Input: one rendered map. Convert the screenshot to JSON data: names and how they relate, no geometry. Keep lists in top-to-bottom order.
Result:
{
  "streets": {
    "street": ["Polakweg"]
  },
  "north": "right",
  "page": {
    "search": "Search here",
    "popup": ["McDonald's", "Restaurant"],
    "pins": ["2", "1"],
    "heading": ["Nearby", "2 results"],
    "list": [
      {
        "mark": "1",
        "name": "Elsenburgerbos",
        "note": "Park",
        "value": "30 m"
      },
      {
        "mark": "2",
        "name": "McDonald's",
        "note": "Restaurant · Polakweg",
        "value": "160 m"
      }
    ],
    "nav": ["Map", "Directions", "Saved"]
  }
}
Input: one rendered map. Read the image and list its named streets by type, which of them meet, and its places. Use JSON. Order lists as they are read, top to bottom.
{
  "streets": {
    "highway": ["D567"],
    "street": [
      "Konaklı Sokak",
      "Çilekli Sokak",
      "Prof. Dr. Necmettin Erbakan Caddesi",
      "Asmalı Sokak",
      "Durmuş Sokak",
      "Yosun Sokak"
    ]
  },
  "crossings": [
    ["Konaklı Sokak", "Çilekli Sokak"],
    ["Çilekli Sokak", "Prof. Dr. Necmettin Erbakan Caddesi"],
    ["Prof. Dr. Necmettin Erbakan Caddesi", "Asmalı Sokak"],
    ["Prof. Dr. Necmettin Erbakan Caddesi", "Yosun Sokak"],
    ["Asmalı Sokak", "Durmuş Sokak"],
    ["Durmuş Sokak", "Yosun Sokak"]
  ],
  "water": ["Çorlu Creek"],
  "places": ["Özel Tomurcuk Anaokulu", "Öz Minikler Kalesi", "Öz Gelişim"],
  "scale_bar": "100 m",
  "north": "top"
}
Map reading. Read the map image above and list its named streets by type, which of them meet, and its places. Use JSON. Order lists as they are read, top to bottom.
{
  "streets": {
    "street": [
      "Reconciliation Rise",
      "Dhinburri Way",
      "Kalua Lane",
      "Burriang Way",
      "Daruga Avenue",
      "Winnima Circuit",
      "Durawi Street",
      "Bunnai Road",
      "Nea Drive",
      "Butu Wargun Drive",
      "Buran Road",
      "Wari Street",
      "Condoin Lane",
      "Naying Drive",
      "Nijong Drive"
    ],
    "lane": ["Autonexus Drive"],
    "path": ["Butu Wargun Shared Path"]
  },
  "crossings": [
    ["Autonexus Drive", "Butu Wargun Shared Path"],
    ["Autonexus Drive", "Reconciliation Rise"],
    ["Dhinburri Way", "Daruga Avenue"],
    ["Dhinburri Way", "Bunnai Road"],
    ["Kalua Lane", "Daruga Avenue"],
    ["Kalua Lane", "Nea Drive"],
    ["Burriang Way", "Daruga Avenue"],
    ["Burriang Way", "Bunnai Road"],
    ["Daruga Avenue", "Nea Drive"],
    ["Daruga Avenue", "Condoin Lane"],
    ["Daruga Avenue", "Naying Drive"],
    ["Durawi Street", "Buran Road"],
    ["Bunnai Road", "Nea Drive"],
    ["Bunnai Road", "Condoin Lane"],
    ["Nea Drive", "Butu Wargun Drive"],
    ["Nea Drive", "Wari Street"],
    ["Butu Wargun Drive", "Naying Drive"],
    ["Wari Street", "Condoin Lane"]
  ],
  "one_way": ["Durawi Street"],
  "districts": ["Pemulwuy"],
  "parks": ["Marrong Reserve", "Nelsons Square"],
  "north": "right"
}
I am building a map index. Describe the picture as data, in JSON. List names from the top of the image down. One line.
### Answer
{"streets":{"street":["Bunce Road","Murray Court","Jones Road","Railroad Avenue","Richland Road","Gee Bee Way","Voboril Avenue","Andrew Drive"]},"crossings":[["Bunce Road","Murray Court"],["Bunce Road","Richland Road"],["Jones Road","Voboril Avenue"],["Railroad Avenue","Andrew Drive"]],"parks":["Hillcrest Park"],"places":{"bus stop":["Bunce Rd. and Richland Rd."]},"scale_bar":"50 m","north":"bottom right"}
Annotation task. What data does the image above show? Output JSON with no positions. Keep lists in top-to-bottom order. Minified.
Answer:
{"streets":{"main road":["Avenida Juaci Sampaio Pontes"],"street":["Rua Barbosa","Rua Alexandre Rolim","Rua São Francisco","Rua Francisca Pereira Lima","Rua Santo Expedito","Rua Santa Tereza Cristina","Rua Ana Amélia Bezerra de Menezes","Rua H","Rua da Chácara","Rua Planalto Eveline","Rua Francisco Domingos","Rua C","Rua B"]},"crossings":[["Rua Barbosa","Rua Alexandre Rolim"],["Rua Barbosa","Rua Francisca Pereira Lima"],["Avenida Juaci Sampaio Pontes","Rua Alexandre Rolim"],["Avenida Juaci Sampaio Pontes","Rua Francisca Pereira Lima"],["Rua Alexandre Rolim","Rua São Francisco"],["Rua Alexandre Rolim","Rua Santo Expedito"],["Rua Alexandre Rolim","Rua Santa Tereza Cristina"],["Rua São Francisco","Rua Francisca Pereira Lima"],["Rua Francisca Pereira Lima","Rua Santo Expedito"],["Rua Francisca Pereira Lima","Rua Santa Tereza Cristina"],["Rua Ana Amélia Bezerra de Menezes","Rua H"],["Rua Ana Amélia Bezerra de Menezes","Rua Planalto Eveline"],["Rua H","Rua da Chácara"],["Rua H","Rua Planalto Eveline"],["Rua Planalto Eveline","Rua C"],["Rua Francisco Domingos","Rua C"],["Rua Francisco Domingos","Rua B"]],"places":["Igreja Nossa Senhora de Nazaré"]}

Task description => Filter the listing above, keeping only the lines with "data".

Answer section =>
Input: one rendered map. Convert the screenshot to JSON data: names and how they relate, no geometry. Keep lists in top-to-bottom order.
I am building a map index. Describe the picture as data, in JSON. List names from the top of the image down. One line.
Annotation task. What data does the image above show? Output JSON with no positions. Keep lists in top-to-bottom order. Minified.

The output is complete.